Ramón Cifuentes veía las velas desplegadas del bergantín desde el embarcadero y se decía, mientras regresaba a su casa, en la aldea de Moro: «Ahí tengo que embarcar yo». En el apacible entorno de la parroquia de San Salvador de Moro transcurrieron su infancia y primeros años de la juventud: su padre, Manuel Cifuentes Alea, y su madre, Manuela Llano, eran labradores, y el padre contribuía a la economía familiar como contratista de obras en pequeña escala. Allí, en Moro, habrá aprendido las primeras letras y los primeros números: no mucho más componía el equipaje cultural de los que emigraban. Al fin embarca con 17 años cumplidos, pisando por primera vez suelo cubano en diciembre de 1871. Por aquel entonces, Carlos Manuel de Céspedes había lanzado el «grito de Yira» y la isla ardía en afanes insurgentes: se había desatado una guerra que, aún durando diez años, la llamaban «la guerra chica». Cifuentes, sin pensárselo dos veces, se lanza a la defensa de la patria ingresando en el batallón de Voluntarios de Pinar del Río, en 1874.

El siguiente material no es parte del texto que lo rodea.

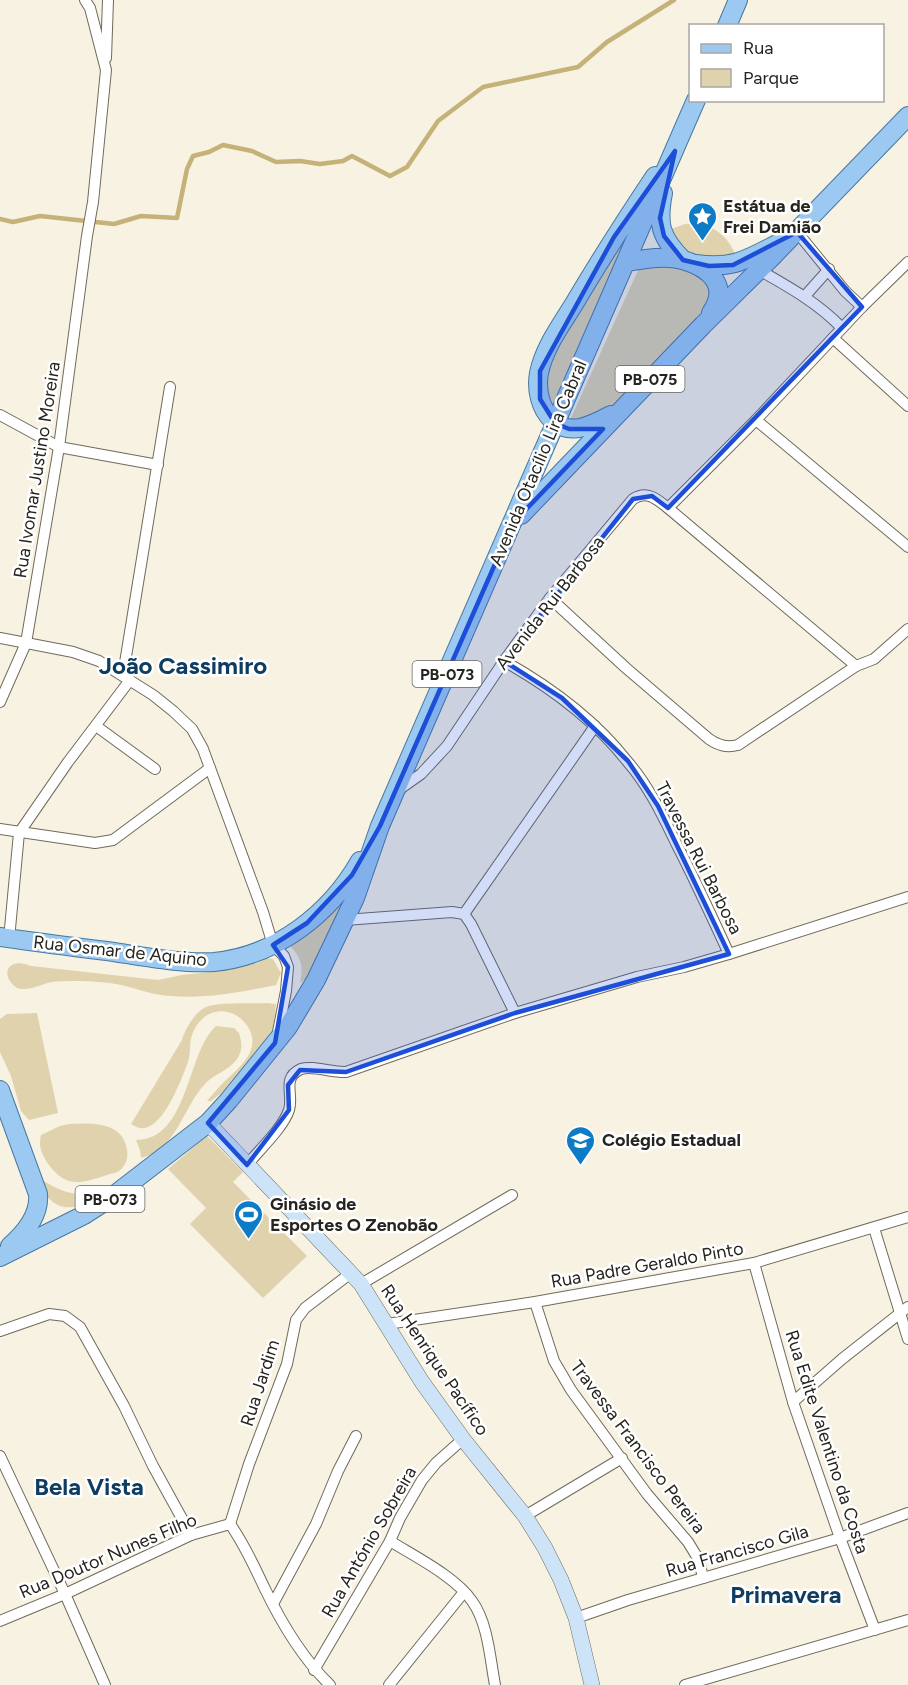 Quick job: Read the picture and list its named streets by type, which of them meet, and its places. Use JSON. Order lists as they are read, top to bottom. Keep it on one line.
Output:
{"streets":{"main road":["PB-075","Avenida Otacílio Lira Cabral","PB-073","Rua Osmar de Aquino","Rua Henrique Pacífico"],"street":["Rua Ivomar Justino Moreira","Avenida Rui Barbosa","Travessa Rui Barbosa","Rua Padre Geraldo Pinto","Rua Jardim","Rua Edite Valentino da Costa","Travessa Francisco Pereira","Rua António Sobreira","Rua Francisco Gila","Rua Doutor Nunes Filho"]},"crossings":[["PB-075","Avenida Otacílio Lira Cabral"],["Avenida Otacílio Lira Cabral","Avenida Rui Barbosa"],["Avenida Otacílio Lira Cabral","PB-073"],["Avenida Otacílio Lira Cabral","Rua Osmar de Aquino"],["Avenida Rui Barbosa","Travessa Rui Barbosa"],["PB-073","Rua Henrique Pacífico"],["Rua Padre Geraldo Pinto","Rua Henrique Pacífico"],["Rua Padre Geraldo Pinto","Rua Edite Valentino da Costa"],["Rua Padre Geraldo Pinto","Travessa Francisco Pereira"],["Rua Henrique Pacífico","Rua Jardim"],["Rua Henrique Pacífico","Rua António Sobreira"],["Rua Henrique Pacífico","Rua Francisco Gila"],["Rua Jardim","Rua Doutor Nunes Filho"],["Rua Edite Valentino da Costa","Rua Francisco Gila"],["Travessa Francisco Pereira","Rua Francisco Gila"]],"districts":["João Cassimiro","Bela Vista","Primavera"],"places":{"place":["Estátua de Frei Damião"],"school or university":["Colégio Estadual"],"sports":["Ginásio de Esportes O Zenobão"]},"legend":["Rua","Parque"]}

En 1882 asciende a teniente de Voluntarios del Batallón de Sumidero, y sin inconveniente de su dedicación a las plantaciones de tabaco, continuó sirviendo en el cuerpo de Voluntarios de La Habana a partir de 1890, que asciende a capitán, llegando a alcanzar el grado de coronel, con mando sobre el segundo batallón de Ligeros de La Habana en 1898. En el otro ámbito en que destacó, empezó como dependiente de un comercio en La Habana antes de entrar en el negocio tabaquero, estableciéndose como almacenista de tabaco en rama en Vuelta Abajo, ni más ni menos.

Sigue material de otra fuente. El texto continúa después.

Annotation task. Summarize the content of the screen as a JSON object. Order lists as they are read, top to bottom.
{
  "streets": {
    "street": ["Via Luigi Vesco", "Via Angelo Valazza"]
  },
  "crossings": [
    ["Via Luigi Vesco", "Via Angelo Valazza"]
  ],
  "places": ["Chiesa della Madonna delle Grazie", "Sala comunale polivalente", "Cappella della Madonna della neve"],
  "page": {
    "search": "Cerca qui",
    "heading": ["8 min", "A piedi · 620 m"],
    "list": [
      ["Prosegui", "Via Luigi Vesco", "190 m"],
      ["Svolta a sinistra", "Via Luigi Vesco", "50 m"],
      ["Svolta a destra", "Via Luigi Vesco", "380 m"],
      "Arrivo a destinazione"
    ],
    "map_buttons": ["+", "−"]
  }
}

Su negocio empezó siendo de proporciones modestas, pero estaba trabajando con el mejor tabaco del mundo, por lo que no podía fracasar. Iniciativa y capacidad de trabajo no le faltaban. Era hombre activo, emprendedor y de empuje. Cuando regresa a la patria, no se resigna a convertirse en lo que don Valentín Andrés Álvarez denominaba «jubilado de la emigración», e interviene en política como jefe del partido conservador local y alcalde de Ribadesella de 1914 a 1918. No era el indiano clásico que una vez de regreso se dedicaba a cortar el cupón, sino que procuró «cortar el bacalao» mientras tuvo fuerzas para ello.